Data under study>
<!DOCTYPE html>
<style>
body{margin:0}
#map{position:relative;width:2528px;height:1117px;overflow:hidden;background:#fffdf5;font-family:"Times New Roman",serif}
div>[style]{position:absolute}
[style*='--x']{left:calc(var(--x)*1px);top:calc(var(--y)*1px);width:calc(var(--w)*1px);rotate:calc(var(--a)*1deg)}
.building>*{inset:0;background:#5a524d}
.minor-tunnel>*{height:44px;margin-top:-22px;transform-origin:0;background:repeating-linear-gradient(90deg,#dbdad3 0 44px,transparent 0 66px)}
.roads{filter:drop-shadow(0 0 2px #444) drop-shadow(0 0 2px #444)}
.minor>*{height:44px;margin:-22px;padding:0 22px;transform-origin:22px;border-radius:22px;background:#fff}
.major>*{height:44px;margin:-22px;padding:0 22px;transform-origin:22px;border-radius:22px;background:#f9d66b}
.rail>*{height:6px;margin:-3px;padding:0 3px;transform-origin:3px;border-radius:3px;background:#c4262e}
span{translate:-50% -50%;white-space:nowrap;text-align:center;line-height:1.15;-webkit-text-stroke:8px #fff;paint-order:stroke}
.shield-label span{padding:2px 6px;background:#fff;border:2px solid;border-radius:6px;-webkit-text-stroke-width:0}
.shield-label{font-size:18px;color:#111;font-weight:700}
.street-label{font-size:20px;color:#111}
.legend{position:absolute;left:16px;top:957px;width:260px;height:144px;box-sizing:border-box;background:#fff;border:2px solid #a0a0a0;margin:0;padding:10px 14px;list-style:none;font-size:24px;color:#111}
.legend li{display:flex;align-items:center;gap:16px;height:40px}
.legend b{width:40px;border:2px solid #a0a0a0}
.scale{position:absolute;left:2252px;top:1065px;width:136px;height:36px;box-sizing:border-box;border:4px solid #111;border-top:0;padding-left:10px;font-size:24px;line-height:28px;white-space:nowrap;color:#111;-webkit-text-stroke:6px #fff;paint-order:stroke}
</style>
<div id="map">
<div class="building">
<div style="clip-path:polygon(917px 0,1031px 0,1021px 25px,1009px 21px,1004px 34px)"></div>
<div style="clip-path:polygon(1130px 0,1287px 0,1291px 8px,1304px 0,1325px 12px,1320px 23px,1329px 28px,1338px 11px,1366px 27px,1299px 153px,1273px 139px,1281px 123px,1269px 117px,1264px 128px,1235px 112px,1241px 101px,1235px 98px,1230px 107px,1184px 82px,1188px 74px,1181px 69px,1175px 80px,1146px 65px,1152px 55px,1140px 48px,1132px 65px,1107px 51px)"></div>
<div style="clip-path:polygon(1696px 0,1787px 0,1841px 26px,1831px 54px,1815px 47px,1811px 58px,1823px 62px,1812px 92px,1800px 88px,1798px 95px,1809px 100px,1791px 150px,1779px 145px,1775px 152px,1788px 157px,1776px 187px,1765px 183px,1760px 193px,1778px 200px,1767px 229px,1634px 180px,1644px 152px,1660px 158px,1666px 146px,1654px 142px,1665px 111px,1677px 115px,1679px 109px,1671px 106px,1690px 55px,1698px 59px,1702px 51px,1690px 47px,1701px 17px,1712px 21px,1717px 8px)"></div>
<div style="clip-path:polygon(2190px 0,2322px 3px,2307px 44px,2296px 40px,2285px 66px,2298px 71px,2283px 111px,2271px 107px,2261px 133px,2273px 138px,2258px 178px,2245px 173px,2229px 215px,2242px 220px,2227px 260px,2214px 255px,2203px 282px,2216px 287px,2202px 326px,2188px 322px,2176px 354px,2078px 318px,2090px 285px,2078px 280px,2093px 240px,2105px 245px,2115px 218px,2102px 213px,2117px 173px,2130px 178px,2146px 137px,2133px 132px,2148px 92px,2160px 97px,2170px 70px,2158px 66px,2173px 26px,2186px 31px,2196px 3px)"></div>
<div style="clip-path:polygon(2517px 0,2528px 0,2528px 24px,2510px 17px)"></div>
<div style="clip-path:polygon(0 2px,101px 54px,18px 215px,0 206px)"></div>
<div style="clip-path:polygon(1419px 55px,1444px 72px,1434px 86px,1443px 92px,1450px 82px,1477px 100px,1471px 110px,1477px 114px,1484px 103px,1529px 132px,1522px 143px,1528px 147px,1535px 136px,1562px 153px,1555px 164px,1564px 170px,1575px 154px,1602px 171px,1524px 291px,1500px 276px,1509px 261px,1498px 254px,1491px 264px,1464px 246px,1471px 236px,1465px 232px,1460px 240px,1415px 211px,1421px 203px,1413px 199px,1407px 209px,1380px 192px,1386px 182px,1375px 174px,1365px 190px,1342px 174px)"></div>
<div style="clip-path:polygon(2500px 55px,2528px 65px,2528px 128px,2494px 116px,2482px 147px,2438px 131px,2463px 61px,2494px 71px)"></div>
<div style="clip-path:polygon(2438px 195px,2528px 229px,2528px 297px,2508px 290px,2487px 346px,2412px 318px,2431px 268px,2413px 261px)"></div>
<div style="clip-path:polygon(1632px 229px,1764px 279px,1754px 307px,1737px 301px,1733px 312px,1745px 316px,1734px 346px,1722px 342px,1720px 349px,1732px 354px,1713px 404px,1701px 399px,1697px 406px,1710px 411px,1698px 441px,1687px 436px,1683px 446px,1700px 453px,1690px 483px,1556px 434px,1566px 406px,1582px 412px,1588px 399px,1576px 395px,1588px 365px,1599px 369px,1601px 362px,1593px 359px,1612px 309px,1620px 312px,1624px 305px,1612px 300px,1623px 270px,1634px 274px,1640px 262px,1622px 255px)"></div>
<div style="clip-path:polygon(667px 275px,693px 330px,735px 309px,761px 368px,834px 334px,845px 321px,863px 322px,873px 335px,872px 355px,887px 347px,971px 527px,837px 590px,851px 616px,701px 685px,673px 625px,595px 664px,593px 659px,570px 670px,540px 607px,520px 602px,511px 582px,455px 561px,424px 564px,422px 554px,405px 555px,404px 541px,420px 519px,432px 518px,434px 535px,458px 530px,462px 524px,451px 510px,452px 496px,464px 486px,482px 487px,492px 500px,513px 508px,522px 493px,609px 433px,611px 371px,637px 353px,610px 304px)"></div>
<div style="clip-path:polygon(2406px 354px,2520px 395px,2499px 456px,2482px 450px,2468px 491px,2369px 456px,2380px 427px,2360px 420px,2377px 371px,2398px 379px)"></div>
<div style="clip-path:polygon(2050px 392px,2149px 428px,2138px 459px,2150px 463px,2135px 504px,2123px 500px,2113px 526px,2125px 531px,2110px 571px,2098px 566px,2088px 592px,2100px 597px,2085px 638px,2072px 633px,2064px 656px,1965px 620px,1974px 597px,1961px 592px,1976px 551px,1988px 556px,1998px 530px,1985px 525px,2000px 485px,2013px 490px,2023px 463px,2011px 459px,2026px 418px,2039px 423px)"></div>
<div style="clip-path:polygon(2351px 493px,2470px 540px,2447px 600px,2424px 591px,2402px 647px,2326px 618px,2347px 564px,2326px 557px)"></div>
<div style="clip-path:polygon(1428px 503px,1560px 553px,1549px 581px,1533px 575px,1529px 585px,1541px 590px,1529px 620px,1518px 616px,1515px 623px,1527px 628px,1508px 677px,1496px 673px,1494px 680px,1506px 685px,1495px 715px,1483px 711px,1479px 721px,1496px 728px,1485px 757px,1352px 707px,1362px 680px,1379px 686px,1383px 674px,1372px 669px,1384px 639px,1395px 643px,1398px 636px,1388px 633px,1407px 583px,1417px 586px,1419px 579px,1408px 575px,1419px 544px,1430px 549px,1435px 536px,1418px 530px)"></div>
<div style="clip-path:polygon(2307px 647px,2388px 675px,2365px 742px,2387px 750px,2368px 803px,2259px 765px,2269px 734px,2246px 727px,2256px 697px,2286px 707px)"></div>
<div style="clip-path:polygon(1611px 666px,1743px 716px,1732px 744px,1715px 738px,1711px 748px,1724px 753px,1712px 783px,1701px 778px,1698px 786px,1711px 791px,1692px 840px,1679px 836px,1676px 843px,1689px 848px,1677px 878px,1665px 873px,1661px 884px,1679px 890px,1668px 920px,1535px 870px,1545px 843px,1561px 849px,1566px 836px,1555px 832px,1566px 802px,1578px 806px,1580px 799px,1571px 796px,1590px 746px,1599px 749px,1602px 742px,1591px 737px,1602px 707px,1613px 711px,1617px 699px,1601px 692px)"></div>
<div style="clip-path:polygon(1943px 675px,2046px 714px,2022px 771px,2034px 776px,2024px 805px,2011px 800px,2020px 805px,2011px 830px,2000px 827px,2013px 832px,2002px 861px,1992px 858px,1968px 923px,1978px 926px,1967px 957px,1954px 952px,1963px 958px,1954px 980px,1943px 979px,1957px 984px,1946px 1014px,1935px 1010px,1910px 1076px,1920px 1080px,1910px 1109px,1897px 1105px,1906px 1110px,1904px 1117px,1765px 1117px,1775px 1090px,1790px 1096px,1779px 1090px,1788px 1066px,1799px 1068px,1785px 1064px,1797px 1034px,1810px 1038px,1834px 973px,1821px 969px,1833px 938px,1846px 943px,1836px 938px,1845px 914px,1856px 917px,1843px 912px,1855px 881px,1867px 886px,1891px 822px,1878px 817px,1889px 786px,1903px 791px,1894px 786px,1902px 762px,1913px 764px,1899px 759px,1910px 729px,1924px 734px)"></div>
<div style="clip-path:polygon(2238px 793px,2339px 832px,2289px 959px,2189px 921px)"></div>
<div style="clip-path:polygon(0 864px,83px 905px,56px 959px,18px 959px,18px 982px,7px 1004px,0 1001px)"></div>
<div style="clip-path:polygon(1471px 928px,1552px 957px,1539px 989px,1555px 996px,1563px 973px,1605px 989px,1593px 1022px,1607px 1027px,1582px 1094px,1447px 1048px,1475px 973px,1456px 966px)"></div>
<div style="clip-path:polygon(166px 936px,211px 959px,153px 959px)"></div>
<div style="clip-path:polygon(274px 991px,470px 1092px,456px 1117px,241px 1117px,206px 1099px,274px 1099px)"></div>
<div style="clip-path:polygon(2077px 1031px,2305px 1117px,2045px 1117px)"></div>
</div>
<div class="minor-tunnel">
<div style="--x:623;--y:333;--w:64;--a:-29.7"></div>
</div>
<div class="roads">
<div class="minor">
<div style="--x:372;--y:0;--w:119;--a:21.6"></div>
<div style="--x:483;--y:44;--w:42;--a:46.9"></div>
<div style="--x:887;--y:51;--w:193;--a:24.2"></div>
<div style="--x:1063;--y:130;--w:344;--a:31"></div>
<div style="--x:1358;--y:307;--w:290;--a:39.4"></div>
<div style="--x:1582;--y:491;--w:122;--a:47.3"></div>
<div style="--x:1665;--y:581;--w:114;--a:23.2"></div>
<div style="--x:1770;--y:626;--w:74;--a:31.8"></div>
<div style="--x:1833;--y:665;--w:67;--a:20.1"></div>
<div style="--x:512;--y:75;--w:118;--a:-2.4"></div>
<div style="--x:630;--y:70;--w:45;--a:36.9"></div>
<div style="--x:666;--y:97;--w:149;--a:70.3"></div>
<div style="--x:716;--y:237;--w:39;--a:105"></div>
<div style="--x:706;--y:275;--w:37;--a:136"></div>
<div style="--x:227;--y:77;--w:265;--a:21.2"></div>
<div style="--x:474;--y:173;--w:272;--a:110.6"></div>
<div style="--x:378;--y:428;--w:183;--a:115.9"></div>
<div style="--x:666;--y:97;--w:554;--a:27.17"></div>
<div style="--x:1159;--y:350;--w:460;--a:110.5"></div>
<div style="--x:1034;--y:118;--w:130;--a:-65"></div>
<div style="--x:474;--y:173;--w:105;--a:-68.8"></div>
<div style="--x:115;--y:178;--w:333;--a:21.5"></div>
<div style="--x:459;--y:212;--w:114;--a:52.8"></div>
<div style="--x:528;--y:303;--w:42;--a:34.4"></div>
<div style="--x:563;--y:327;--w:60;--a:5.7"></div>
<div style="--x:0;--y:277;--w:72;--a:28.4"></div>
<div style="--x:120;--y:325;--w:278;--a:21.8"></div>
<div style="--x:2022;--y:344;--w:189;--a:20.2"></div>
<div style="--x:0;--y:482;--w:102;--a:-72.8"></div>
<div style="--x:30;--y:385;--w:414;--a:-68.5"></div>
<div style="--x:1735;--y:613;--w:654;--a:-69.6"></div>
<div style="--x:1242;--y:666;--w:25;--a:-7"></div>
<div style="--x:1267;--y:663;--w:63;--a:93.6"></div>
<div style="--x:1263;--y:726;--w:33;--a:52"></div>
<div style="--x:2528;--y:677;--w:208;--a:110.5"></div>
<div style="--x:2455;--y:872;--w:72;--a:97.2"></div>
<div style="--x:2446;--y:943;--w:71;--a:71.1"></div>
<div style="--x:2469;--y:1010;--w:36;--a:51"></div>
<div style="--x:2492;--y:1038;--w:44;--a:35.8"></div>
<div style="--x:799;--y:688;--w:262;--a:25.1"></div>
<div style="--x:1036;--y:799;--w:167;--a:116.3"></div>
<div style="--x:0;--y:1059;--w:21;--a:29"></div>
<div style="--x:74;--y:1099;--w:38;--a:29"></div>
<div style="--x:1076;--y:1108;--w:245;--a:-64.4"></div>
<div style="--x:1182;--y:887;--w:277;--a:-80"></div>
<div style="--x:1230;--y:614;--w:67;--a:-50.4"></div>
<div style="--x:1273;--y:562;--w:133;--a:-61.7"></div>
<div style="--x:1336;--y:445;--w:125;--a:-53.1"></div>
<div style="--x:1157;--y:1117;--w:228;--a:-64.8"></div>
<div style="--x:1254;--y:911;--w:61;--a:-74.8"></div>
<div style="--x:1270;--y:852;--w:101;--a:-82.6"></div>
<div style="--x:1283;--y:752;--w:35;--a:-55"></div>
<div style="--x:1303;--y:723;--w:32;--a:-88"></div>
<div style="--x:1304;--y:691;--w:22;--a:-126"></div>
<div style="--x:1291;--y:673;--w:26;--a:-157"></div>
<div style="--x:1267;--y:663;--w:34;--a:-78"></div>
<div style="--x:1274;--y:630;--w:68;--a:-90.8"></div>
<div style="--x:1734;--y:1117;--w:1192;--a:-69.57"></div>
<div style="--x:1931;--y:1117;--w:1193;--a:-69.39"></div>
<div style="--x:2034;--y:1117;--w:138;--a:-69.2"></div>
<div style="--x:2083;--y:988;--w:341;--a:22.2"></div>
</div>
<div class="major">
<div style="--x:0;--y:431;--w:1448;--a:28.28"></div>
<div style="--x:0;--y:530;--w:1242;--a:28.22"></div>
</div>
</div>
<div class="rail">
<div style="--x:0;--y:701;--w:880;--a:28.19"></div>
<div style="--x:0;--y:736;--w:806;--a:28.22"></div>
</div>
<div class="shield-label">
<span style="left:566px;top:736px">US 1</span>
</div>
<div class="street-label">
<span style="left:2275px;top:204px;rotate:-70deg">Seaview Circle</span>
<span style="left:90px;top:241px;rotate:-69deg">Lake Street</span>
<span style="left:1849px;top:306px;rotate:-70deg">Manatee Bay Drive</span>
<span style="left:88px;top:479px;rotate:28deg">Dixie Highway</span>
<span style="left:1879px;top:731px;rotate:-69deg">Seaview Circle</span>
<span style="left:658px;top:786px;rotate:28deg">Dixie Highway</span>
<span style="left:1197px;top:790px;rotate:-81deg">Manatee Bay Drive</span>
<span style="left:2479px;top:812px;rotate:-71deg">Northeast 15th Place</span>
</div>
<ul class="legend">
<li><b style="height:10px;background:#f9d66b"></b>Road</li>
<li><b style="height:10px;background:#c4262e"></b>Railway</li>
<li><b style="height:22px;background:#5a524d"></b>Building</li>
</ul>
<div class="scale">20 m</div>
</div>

What the exercise asks> Copy the lines above exactly, from the very first through the one containing "2px #444) drop-shadow(0", and include no other line.

The completed task>
<!DOCTYPE html>
<style>
body{margin:0}
#map{position:relative;width:2528px;height:1117px;overflow:hidden;background:#fffdf5;font-family:"Times New Roman",serif}
div>[style]{position:absolute}
[style*='--x']{left:calc(var(--x)*1px);top:calc(var(--y)*1px);width:calc(var(--w)*1px);rotate:calc(var(--a)*1deg)}
.building>*{inset:0;background:#5a524d}
.minor-tunnel>*{height:44px;margin-top:-22px;transform-origin:0;background:repeating-linear-gradient(90deg,#dbdad3 0 44px,transparent 0 66px)}
.roads{filter:drop-shadow(0 0 2px #444) drop-shadow(0 0 2px #444)}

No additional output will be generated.